## Instructions to follow
Could you state how many lines of the material hold "serif"? Include nothing beyond the number.

## Record set
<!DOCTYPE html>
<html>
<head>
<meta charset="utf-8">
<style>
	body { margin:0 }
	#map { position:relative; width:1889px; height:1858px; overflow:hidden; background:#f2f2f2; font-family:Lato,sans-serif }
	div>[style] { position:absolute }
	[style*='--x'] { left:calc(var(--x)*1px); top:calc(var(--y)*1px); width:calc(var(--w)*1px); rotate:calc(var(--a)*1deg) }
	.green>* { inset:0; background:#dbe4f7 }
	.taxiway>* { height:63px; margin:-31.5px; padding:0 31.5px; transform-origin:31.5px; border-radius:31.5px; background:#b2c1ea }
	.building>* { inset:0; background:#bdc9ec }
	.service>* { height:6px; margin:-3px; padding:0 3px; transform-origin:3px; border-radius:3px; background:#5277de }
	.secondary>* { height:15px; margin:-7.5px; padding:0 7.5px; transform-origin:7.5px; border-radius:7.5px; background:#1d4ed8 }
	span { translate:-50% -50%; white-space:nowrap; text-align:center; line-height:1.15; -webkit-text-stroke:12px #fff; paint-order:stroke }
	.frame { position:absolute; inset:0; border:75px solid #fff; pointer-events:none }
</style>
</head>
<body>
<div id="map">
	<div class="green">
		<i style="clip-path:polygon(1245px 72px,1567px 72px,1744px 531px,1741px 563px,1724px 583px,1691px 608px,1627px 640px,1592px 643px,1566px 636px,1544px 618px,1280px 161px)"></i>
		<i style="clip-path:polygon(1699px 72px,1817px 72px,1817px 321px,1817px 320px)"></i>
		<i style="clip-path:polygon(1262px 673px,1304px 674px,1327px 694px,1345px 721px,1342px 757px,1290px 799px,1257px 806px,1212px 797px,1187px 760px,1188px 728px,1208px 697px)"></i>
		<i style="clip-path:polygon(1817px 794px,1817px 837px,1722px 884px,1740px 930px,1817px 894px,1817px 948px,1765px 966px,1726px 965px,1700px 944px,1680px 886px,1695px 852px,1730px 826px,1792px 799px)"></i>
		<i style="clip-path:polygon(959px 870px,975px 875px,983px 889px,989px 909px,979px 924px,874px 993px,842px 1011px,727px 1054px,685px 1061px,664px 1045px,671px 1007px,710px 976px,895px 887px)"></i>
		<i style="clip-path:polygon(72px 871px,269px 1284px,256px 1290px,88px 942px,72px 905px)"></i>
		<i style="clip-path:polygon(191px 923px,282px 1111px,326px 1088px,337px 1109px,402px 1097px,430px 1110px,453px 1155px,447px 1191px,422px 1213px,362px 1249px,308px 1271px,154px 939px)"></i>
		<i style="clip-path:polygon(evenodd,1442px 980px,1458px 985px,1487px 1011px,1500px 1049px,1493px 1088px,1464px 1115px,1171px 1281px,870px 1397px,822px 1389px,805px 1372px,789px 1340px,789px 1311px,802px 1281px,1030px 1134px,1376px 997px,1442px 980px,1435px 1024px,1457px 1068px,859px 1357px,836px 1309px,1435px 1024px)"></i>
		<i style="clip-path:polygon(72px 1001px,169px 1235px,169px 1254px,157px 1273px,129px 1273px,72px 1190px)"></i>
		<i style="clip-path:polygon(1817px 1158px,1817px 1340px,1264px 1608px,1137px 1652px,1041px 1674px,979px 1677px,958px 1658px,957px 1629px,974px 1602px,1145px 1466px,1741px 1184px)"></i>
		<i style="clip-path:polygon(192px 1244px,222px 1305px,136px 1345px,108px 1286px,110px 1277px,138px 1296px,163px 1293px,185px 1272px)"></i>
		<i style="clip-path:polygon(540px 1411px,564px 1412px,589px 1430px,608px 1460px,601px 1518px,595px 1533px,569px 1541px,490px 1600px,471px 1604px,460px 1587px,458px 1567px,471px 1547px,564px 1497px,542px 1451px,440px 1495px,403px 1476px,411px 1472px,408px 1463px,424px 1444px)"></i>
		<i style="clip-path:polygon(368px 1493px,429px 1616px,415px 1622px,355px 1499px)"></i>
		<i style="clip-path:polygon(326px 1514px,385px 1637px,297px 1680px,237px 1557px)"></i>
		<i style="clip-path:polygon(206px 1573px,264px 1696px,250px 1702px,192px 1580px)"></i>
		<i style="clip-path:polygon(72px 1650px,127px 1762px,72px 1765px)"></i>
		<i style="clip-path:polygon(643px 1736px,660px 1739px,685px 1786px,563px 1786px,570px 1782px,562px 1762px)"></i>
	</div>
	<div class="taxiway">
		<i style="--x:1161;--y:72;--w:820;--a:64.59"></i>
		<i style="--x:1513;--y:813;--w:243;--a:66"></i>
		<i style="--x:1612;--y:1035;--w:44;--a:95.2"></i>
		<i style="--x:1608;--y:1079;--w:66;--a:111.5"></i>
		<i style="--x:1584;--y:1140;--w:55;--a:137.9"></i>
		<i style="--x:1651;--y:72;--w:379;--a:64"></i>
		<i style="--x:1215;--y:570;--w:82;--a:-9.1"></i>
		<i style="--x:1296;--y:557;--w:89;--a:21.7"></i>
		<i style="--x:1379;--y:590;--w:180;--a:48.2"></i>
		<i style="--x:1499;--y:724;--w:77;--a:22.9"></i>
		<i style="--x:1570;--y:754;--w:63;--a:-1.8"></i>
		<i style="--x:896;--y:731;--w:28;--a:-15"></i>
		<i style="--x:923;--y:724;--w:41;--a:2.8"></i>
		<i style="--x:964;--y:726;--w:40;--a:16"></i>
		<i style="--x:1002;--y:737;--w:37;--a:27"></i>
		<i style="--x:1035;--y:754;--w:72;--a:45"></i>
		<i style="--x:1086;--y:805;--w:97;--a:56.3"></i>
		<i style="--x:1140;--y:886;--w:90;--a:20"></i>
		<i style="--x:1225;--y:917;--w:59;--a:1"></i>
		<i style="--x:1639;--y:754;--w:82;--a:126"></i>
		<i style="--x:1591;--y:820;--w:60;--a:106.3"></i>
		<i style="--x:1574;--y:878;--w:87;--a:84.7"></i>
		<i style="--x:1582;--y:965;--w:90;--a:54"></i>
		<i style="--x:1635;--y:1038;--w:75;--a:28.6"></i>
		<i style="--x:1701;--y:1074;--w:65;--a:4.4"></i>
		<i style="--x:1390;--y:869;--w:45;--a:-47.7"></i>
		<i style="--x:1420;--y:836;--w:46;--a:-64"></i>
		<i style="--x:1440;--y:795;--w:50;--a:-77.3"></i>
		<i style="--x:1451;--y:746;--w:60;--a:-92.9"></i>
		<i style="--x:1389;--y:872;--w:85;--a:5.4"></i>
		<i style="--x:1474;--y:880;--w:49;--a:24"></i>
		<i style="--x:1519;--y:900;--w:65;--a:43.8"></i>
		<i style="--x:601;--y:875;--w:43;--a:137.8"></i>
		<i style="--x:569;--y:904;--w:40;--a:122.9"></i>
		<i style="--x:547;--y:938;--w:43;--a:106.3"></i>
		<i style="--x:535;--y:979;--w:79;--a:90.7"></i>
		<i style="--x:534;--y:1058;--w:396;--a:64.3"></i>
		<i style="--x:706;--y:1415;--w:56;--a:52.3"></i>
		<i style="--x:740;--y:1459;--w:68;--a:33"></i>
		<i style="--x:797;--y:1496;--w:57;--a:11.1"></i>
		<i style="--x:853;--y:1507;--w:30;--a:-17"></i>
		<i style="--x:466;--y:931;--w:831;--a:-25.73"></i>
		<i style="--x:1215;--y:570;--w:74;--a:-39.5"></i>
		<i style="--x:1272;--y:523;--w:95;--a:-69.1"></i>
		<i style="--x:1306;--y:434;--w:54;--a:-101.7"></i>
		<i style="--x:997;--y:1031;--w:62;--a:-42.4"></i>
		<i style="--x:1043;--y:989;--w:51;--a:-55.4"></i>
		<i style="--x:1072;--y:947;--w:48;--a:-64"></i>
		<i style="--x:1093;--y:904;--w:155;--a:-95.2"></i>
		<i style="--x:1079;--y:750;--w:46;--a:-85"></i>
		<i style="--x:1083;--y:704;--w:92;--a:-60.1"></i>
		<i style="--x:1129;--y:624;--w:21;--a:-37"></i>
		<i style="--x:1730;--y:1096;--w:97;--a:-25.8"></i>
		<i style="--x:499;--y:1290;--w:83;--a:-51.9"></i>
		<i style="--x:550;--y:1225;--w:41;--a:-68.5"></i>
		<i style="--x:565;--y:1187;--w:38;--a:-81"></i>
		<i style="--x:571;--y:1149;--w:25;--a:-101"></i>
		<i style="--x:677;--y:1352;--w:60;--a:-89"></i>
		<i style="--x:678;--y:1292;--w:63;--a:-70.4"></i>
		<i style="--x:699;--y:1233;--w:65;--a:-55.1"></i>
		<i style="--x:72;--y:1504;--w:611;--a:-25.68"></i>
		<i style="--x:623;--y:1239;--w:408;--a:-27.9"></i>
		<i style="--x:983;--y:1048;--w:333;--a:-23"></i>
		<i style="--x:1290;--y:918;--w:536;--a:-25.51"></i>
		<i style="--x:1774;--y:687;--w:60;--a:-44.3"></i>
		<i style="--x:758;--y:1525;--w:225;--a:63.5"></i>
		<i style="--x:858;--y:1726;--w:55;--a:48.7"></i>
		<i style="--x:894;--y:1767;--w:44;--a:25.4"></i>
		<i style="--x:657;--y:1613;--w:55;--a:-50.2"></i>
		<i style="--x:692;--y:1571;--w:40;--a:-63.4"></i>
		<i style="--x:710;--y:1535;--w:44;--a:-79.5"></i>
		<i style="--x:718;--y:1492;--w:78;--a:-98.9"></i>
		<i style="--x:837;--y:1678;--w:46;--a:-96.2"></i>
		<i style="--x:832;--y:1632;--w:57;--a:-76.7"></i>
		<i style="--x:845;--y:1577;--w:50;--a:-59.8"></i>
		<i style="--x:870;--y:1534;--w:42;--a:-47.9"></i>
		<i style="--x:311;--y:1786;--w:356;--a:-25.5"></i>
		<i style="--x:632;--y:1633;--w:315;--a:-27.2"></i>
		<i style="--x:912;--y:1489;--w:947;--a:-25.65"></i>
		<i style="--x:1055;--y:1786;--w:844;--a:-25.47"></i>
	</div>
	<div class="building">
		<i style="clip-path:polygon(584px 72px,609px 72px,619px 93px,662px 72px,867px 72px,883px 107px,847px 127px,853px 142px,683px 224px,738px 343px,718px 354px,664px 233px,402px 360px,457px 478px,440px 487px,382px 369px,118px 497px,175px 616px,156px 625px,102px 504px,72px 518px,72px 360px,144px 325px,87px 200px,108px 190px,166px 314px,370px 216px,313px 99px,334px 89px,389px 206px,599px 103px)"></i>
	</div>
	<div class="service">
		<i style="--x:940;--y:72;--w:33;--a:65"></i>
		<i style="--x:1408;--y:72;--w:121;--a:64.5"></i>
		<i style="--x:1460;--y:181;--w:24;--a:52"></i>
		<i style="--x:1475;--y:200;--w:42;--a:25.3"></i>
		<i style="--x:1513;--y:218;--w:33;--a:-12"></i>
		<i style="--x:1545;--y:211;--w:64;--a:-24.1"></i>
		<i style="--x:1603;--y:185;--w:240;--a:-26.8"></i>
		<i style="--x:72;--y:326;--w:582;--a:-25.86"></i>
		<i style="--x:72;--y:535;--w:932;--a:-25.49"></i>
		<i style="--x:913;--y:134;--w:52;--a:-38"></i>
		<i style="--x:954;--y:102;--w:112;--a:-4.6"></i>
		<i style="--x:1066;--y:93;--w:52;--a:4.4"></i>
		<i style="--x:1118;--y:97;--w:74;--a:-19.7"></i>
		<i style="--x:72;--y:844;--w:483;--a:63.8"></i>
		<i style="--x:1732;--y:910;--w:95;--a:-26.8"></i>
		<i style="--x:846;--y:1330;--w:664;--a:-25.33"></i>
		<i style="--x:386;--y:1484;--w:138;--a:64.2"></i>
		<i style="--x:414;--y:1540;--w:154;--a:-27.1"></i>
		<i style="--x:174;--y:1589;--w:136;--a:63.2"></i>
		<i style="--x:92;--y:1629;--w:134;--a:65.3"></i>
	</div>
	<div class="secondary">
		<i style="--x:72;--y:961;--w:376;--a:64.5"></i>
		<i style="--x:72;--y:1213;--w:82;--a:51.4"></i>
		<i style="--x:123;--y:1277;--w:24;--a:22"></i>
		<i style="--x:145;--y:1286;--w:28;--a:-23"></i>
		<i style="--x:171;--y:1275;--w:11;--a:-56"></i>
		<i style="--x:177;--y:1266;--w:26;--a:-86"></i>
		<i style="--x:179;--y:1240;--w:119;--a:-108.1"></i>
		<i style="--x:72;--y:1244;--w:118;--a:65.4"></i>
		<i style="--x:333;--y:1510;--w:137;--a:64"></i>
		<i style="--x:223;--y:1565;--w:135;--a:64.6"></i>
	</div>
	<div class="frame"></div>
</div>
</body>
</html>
* * *
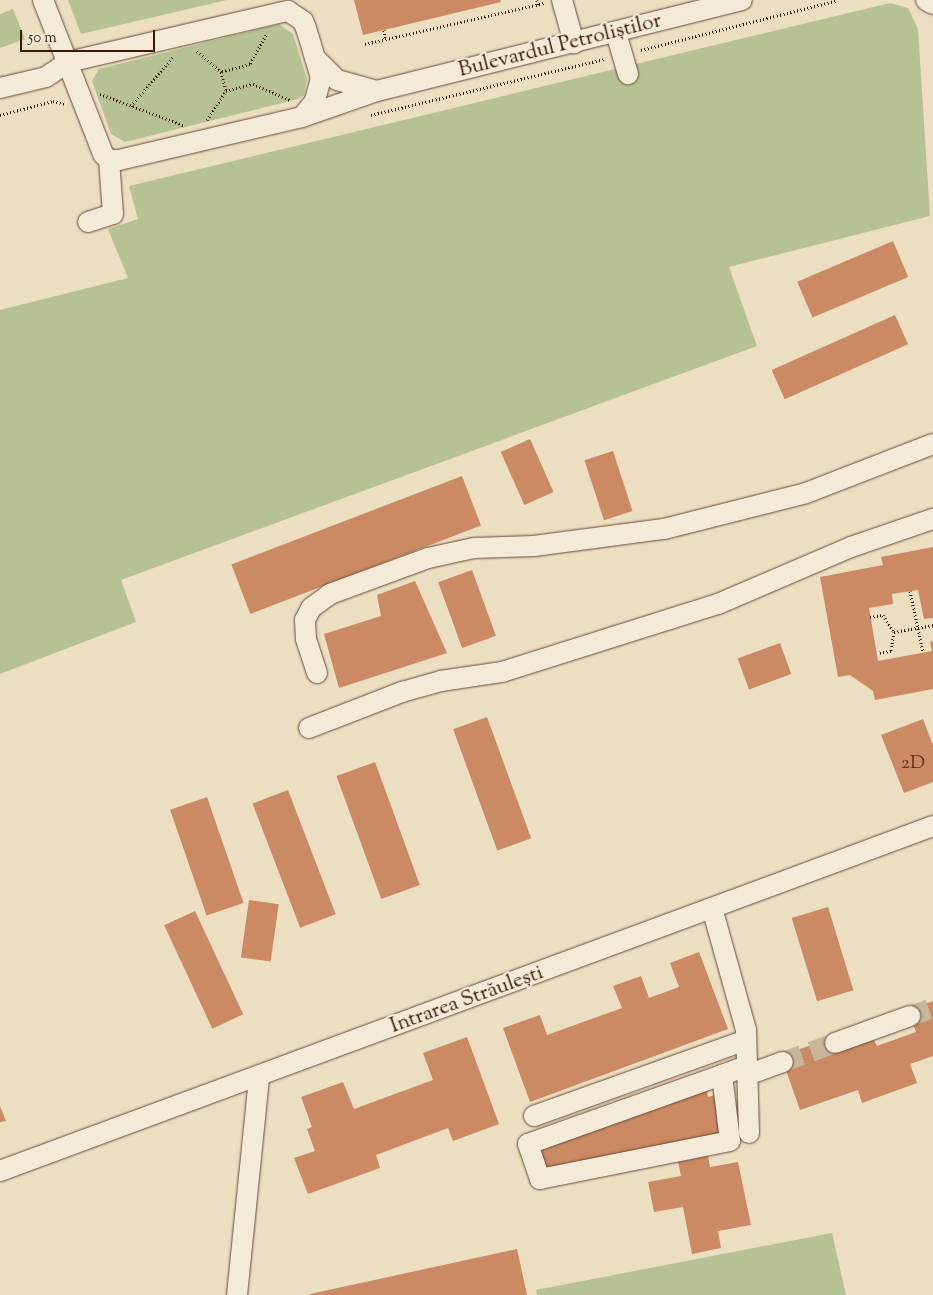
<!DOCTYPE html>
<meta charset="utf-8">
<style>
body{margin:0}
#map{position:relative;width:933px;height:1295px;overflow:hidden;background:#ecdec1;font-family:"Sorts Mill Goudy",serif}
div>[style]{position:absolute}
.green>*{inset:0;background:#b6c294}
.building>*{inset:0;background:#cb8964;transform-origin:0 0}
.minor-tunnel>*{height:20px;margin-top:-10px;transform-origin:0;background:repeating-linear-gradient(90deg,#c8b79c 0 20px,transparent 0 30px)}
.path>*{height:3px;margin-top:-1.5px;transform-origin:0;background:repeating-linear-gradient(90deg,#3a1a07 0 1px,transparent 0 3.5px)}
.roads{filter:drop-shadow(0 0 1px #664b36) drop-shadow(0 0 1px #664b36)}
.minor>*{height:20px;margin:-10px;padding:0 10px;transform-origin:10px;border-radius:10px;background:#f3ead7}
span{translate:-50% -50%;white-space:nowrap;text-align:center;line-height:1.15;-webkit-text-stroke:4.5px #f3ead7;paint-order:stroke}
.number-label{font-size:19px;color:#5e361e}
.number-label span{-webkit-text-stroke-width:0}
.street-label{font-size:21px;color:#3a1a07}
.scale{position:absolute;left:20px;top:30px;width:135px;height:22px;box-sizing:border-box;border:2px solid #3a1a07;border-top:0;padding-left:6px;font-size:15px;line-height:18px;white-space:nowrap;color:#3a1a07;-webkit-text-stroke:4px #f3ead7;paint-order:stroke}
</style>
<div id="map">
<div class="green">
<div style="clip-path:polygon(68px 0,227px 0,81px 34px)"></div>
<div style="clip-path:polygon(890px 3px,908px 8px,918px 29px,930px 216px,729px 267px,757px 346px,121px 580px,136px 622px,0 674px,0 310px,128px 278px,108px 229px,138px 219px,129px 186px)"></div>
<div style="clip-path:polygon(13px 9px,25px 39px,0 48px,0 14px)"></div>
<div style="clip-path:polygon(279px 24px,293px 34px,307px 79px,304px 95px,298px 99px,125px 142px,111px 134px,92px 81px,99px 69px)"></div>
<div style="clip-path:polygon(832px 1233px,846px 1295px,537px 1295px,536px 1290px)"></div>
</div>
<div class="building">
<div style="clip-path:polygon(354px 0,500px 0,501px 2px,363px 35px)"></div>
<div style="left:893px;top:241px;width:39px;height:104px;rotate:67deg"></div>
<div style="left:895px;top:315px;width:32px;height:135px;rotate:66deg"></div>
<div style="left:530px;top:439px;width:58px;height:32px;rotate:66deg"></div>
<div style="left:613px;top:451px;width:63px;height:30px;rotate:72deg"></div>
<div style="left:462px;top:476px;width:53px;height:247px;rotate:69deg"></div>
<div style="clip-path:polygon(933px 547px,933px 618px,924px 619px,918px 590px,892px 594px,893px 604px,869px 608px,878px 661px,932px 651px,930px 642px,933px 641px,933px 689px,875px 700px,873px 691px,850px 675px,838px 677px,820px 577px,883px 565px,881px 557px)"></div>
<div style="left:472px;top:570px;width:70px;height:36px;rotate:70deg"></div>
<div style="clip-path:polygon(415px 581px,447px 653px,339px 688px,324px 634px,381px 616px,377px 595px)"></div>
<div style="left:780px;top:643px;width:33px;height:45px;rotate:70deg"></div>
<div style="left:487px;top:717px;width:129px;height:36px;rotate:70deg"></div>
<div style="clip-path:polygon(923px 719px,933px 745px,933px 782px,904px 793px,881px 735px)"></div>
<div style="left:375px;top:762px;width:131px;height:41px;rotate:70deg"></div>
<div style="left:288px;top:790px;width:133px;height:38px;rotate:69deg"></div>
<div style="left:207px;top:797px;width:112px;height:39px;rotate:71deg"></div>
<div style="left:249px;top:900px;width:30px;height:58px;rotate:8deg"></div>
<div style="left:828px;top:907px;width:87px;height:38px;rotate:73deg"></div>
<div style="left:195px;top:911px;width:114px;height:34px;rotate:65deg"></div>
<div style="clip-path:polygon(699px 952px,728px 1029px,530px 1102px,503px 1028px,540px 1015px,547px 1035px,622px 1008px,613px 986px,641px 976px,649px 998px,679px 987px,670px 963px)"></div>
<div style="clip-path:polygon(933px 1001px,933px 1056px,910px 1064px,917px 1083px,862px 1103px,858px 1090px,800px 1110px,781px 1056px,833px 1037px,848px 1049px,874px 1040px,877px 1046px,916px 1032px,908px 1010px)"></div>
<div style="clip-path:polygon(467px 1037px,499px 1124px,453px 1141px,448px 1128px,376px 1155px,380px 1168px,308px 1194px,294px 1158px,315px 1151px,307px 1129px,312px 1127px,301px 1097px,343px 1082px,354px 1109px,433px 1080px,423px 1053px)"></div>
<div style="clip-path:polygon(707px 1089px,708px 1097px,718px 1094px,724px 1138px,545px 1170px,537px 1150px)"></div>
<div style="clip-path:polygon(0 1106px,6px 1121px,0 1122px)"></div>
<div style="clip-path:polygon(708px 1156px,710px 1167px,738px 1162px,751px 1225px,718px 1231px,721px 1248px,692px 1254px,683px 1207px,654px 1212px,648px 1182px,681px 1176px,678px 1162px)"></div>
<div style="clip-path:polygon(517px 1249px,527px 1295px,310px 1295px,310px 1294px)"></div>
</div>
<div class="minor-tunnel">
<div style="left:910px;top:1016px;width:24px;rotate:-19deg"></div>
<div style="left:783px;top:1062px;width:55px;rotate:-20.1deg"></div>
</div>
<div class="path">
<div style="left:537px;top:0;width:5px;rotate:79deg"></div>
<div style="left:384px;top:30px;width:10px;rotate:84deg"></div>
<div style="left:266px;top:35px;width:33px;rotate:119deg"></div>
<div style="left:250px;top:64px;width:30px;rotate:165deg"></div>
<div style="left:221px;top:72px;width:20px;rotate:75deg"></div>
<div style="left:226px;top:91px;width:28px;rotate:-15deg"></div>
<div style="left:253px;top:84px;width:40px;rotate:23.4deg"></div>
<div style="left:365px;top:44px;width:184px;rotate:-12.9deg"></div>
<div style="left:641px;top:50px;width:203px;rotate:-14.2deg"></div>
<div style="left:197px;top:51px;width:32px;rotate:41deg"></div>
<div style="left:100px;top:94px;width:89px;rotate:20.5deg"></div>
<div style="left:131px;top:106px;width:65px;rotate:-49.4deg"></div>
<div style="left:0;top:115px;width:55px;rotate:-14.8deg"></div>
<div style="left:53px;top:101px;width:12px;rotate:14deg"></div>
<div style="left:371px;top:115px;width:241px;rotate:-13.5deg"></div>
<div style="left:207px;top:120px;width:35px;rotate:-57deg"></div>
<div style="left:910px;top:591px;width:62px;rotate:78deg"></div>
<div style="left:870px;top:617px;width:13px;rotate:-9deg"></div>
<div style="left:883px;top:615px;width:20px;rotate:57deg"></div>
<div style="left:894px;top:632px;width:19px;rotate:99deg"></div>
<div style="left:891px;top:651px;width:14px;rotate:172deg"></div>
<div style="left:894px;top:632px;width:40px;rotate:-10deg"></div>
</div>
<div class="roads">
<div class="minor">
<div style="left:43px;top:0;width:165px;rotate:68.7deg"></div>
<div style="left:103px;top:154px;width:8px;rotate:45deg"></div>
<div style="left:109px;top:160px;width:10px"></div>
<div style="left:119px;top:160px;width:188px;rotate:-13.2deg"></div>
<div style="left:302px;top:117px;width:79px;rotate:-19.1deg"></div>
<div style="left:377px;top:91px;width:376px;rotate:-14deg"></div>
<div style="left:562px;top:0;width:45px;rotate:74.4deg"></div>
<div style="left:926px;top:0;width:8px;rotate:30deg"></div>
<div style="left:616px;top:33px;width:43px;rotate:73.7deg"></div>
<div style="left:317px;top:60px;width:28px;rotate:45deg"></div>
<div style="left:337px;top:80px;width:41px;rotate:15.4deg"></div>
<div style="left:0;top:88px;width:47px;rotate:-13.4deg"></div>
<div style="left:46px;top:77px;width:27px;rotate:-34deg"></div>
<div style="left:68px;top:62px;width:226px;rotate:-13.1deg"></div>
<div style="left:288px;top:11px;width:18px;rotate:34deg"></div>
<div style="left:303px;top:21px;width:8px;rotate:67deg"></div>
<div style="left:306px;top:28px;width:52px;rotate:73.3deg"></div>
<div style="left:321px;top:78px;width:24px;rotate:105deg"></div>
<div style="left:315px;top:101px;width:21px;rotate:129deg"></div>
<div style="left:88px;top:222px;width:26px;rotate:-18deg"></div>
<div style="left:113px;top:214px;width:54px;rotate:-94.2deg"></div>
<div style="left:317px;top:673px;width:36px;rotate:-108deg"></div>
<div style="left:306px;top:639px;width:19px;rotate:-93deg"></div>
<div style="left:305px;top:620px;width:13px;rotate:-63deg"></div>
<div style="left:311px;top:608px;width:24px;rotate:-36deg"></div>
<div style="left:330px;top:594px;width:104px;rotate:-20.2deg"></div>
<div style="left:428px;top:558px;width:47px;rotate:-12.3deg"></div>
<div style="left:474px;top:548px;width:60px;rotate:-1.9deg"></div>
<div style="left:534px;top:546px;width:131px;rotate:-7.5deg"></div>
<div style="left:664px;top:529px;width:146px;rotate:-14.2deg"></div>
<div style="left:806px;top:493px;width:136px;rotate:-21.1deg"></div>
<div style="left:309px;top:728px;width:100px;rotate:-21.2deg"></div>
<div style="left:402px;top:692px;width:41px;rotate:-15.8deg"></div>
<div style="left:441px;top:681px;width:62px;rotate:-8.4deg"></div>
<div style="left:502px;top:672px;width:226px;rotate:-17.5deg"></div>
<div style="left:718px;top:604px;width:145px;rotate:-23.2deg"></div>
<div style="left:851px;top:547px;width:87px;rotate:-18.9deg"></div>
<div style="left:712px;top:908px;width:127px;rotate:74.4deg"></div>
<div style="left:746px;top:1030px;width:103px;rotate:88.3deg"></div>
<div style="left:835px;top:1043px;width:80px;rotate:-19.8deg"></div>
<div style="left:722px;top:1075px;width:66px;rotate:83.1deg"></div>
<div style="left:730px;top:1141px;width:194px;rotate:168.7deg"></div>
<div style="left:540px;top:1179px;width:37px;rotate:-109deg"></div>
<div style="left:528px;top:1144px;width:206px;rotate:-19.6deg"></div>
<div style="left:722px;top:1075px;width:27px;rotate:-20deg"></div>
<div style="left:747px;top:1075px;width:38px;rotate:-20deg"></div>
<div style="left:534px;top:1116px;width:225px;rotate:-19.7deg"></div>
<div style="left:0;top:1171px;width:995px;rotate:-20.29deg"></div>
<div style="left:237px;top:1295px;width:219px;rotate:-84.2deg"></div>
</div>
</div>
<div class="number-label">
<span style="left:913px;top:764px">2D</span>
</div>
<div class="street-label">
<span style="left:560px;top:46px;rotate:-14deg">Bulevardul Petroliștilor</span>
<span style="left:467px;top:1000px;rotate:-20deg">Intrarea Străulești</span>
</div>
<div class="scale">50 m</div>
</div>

## Output
2